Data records

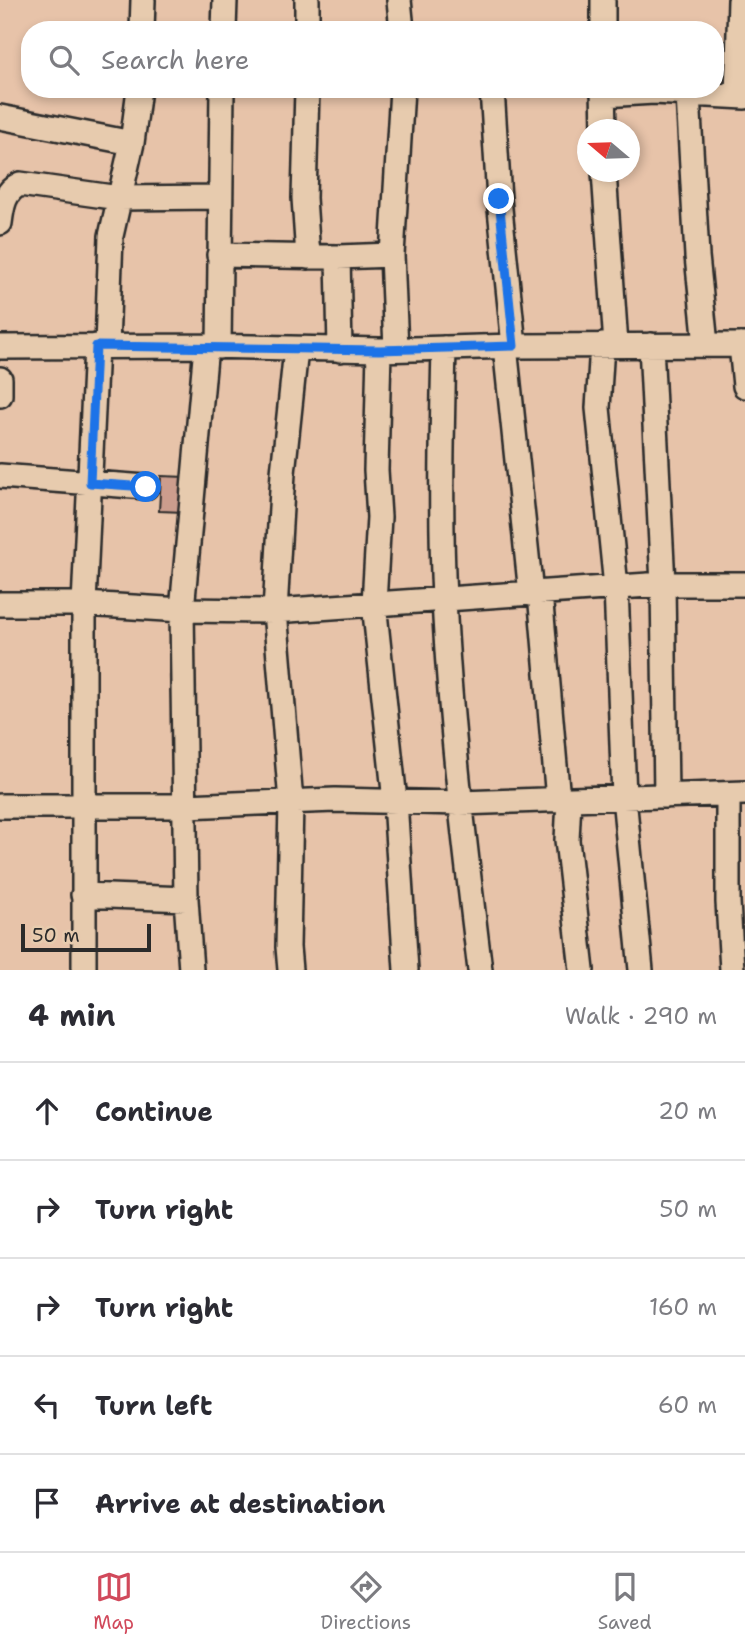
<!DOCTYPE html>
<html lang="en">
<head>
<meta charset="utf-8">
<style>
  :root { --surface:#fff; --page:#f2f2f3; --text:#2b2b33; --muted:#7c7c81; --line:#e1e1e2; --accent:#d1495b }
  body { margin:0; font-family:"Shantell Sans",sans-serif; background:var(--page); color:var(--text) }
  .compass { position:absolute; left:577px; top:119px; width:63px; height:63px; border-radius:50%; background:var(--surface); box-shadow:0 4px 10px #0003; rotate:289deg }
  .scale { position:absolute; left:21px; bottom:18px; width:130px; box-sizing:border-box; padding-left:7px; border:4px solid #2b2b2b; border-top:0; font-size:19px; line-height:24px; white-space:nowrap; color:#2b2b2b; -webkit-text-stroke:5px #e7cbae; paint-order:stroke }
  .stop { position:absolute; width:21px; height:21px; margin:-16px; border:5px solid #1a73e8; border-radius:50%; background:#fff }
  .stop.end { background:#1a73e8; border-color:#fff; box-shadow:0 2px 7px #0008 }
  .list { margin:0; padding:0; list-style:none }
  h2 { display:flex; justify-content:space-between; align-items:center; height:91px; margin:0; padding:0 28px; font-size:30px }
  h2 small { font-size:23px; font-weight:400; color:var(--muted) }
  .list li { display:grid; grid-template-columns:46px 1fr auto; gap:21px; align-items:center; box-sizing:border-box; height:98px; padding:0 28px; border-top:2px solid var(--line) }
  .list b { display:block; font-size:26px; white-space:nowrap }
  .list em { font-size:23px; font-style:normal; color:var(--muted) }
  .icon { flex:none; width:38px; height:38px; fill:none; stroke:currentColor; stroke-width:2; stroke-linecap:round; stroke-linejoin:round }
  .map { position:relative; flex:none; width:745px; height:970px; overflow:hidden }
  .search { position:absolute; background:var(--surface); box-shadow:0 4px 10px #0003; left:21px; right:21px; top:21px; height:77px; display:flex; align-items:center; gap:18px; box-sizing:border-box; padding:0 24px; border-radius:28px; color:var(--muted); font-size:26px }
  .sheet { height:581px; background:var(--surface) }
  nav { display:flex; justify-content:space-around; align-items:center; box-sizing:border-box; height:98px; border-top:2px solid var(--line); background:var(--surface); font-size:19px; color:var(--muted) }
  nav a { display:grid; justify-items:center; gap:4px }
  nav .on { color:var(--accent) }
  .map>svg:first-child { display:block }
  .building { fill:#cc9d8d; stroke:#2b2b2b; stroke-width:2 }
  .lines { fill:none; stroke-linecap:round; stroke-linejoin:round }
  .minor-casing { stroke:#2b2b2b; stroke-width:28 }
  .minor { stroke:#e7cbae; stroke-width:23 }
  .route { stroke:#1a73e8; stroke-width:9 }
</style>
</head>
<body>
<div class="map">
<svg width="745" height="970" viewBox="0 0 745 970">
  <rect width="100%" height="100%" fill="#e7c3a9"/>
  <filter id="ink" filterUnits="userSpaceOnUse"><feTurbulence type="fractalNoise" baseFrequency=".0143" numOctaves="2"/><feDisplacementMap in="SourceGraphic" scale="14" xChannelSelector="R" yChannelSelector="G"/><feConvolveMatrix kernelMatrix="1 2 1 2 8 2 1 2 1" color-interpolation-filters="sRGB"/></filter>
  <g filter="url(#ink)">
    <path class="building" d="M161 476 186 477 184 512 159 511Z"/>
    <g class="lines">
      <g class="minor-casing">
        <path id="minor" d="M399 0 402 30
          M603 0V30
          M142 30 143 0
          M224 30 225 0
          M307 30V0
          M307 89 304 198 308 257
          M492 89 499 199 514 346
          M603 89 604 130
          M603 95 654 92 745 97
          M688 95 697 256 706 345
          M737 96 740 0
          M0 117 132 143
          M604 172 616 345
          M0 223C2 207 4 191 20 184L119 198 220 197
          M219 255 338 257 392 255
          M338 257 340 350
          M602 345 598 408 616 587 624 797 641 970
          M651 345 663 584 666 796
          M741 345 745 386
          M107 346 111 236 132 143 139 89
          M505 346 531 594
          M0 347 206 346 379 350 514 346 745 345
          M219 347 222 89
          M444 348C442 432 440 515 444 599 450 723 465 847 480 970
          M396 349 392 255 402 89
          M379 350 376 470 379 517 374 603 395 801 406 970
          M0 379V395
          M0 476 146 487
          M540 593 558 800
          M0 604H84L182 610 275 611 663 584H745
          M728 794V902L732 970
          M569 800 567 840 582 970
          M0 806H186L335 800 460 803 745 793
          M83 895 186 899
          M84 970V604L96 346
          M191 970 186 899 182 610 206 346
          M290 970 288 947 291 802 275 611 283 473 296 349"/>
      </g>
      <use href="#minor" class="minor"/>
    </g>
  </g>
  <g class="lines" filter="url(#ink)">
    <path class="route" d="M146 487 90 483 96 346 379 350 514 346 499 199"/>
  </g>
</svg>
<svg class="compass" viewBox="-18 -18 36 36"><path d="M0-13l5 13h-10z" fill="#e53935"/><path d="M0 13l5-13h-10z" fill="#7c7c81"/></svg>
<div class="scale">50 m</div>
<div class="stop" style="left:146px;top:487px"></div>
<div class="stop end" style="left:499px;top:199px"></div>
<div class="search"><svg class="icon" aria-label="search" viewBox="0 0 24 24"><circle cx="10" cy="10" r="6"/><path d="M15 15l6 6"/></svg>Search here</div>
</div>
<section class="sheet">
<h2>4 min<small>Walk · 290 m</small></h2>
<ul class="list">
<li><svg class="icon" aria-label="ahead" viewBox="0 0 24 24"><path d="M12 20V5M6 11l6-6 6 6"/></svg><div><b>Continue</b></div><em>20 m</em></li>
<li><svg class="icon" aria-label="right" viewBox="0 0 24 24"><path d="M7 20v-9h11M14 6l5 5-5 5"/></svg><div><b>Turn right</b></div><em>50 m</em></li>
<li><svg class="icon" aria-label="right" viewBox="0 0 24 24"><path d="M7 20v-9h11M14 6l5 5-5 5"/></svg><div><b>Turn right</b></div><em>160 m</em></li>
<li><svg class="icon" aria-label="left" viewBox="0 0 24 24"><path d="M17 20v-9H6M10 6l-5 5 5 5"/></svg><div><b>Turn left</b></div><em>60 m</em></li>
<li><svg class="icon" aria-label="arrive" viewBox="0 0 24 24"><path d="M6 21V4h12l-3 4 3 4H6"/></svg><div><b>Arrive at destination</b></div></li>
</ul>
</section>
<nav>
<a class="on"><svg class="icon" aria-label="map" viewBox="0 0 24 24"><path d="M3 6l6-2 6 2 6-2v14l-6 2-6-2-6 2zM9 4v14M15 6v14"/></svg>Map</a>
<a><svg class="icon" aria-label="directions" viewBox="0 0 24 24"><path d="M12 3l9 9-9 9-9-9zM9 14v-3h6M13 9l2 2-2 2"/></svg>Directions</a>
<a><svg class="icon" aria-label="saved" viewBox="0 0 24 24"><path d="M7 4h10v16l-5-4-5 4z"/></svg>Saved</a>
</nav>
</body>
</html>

## [Task item]
Going back over the entries above, copy word for word every line from the one that has "514 346 499" on through the one that has "20V5M6 11l6-6 6".

## [Result of this exercise]
    <path class="route" d="M146 487 90 483 96 346 379 350 514 346 499 199"/>
  </g>
</svg>
<svg class="compass" viewBox="-18 -18 36 36"><path d="M0-13l5 13h-10z" fill="#e53935"/><path d="M0 13l5-13h-10z" fill="#7c7c81"/></svg>
<div class="scale">50 m</div>
<div class="stop" style="left:146px;top:487px"></div>
<div class="stop end" style="left:499px;top:199px"></div>
<div class="search"><svg class="icon" aria-label="search" viewBox="0 0 24 24"><circle cx="10" cy="10" r="6"/><path d="M15 15l6 6"/></svg>Search here</div>
</div>
<section class="sheet">
<h2>4 min<small>Walk · 290 m</small></h2>
<ul class="list">
<li><svg class="icon" aria-label="ahead" viewBox="0 0 24 24"><path d="M12 20V5M6 11l6-6 6 6"/></svg><div><b>Continue</b></div><em>20 m</em></li>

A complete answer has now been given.